> _EXERCISE_
The answer must match the material word for word, with every line included.
· · · · · · ·
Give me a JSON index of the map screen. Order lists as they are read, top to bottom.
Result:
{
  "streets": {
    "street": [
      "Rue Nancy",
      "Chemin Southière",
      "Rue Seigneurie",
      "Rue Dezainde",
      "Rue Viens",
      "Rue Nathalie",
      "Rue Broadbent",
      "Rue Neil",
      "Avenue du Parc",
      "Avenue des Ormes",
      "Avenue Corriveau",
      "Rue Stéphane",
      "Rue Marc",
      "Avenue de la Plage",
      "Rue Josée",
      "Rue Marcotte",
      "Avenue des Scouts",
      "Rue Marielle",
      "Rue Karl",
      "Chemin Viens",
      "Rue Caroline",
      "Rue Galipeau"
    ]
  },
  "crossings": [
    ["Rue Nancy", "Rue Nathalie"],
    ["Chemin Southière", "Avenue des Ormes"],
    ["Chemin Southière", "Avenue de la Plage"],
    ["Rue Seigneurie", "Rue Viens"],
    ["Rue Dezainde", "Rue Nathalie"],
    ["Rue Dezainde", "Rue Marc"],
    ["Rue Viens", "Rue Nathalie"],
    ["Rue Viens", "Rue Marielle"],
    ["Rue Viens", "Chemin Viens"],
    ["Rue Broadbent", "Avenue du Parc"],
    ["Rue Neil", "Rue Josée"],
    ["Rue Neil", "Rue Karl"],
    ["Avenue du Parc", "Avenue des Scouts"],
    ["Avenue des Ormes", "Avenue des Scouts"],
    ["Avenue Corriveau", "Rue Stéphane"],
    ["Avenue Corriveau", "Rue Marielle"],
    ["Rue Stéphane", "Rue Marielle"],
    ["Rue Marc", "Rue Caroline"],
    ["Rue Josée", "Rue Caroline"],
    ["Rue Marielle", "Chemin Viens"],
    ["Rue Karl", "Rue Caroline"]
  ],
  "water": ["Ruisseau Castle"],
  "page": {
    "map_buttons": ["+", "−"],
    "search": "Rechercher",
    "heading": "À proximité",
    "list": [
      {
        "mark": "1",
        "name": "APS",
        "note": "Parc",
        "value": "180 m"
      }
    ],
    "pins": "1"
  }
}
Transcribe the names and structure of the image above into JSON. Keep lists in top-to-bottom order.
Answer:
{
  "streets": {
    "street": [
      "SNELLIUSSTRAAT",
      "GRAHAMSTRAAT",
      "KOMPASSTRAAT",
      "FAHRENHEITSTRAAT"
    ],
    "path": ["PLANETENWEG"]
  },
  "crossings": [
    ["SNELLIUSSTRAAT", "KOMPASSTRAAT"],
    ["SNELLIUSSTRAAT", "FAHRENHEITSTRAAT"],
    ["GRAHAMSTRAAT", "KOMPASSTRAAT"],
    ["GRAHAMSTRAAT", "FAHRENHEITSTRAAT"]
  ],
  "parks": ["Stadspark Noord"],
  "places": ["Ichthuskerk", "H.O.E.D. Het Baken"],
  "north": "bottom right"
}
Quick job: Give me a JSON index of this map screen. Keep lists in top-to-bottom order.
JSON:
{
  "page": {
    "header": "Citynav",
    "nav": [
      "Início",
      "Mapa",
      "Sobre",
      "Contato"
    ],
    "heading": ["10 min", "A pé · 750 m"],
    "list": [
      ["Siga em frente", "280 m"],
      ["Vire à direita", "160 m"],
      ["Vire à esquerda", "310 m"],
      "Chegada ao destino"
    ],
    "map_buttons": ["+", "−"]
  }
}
· · · · · · ·
> _OUTPUT FOR THIS EXERCISE_
Give me a JSON index of the map screen. Order lists as they are read, top to bottom.
Result:
{
  "streets": {
    "street": [
      "Rue Nancy",
      "Chemin Southière",
      "Rue Seigneurie",
      "Rue Dezainde",
      "Rue Viens",
      "Rue Nathalie",
      "Rue Broadbent",
      "Rue Neil",
      "Avenue du Parc",
      "Avenue des Ormes",
      "Avenue Corriveau",
      "Rue Stéphane",
      "Rue Marc",
      "Avenue de la Plage",
      "Rue Josée",
      "Rue Marcotte",
      "Avenue des Scouts",
      "Rue Marielle",
      "Rue Karl",
      "Chemin Viens",
      "Rue Caroline",
      "Rue Galipeau"
    ]
  },
  "crossings": [
    ["Rue Nancy", "Rue Nathalie"],
    ["Chemin Southière", "Avenue des Ormes"],
    ["Chemin Southière", "Avenue de la Plage"],
    ["Rue Seigneurie", "Rue Viens"],
    ["Rue Dezainde", "Rue Nathalie"],
    ["Rue Dezainde", "Rue Marc"],
    ["Rue Viens", "Rue Nathalie"],
    ["Rue Viens", "Rue Marielle"],
    ["Rue Viens", "Chemin Viens"],
    ["Rue Broadbent", "Avenue du Parc"],
    ["Rue Neil", "Rue Josée"],
    ["Rue Neil", "Rue Karl"],
    ["Avenue du Parc", "Avenue des Scouts"],
    ["Avenue des Ormes", "Avenue des Scouts"],
    ["Avenue Corriveau", "Rue Stéphane"],
    ["Avenue Corriveau", "Rue Marielle"],
    ["Rue Stéphane", "Rue Marielle"],
    ["Rue Marc", "Rue Caroline"],
    ["Rue Josée", "Rue Caroline"],
    ["Rue Marielle", "Chemin Viens"],
    ["Rue Karl", "Rue Caroline"]
  ],
  "water": ["Ruisseau Castle"],
  "page": {
    "map_buttons": ["+", "−"],
    "search": "Rechercher",
    "heading": "À proximité",
    "list": [
      {
        "mark": "1",
        "name": "APS",
        "note": "Parc",
        "value": "180 m"
      }
    ],
    "pins": "1"
  }
}
Transcribe the names and structure of the image above into JSON. Keep lists in top-to-bottom order.
Answer:
{
  "streets": {
    "street": [
      "SNELLIUSSTRAAT",
      "GRAHAMSTRAAT",
      "KOMPASSTRAAT",
      "FAHRENHEITSTRAAT"
    ],
    "path": ["PLANETENWEG"]
  },
  "crossings": [
    ["SNELLIUSSTRAAT", "KOMPASSTRAAT"],
    ["SNELLIUSSTRAAT", "FAHRENHEITSTRAAT"],
    ["GRAHAMSTRAAT", "KOMPASSTRAAT"],
    ["GRAHAMSTRAAT", "FAHRENHEITSTRAAT"]
  ],
  "parks": ["Stadspark Noord"],
  "places": ["Ichthuskerk", "H.O.E.D. Het Baken"],
  "north": "bottom right"
}
Quick job: Give me a JSON index of this map screen. Keep lists in top-to-bottom order.
JSON:
{
  "page": {
    "header": "Citynav",
    "nav": [
      "Início",
      "Mapa",
      "Sobre",
      "Contato"
    ],
    "heading": ["10 min", "A pé · 750 m"],
    "list": [
      ["Siga em frente", "280 m"],
      ["Vire à direita", "160 m"],
      ["Vire à esquerda", "310 m"],
      "Chegada ao destino"
    ],
    "map_buttons": ["+", "−"]
  }
}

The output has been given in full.